== Task objective ==
Output the entries below without any alteration.

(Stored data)
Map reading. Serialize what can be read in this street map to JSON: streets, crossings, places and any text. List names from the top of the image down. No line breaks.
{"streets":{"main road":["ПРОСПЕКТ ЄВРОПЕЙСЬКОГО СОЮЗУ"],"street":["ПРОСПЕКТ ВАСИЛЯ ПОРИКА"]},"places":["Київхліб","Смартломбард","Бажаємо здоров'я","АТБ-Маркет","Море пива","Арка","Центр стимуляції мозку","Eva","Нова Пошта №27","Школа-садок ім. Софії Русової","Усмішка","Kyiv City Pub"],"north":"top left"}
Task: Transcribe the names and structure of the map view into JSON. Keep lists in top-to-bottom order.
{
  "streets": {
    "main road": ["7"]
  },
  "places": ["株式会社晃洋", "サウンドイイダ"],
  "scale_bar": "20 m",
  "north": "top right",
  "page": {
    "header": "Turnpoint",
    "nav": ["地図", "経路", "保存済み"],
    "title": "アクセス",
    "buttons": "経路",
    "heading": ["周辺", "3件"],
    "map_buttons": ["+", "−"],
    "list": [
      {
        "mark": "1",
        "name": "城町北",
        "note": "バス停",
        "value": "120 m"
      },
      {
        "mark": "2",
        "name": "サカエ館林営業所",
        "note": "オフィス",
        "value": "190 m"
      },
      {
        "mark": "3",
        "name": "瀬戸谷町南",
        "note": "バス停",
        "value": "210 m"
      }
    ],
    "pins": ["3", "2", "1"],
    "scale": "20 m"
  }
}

== Answer to the problem ==
Map reading. Serialize what can be read in this street map to JSON: streets, crossings, places and any text. List names from the top of the image down. No line breaks.
{"streets":{"main road":["ПРОСПЕКТ ЄВРОПЕЙСЬКОГО СОЮЗУ"],"street":["ПРОСПЕКТ ВАСИЛЯ ПОРИКА"]},"places":["Київхліб","Смартломбард","Бажаємо здоров'я","АТБ-Маркет","Море пива","Арка","Центр стимуляції мозку","Eva","Нова Пошта №27","Школа-садок ім. Софії Русової","Усмішка","Kyiv City Pub"],"north":"top left"}
Task: Transcribe the names and structure of the map view into JSON. Keep lists in top-to-bottom order.
{
  "streets": {
    "main road": ["7"]
  },
  "places": ["株式会社晃洋", "サウンドイイダ"],
  "scale_bar": "20 m",
  "north": "top right",
  "page": {
    "header": "Turnpoint",
    "nav": ["地図", "経路", "保存済み"],
    "title": "アクセス",
    "buttons": "経路",
    "heading": ["周辺", "3件"],
    "map_buttons": ["+", "−"],
    "list": [
      {
        "mark": "1",
        "name": "城町北",
        "note": "バス停",
        "value": "120 m"
      },
      {
        "mark": "2",
        "name": "サカエ館林営業所",
        "note": "オフィス",
        "value": "190 m"
      },
      {
        "mark": "3",
        "name": "瀬戸谷町南",
        "note": "バス停",
        "value": "210 m"
      }
    ],
    "pins": ["3", "2", "1"],
    "scale": "20 m"
  }
}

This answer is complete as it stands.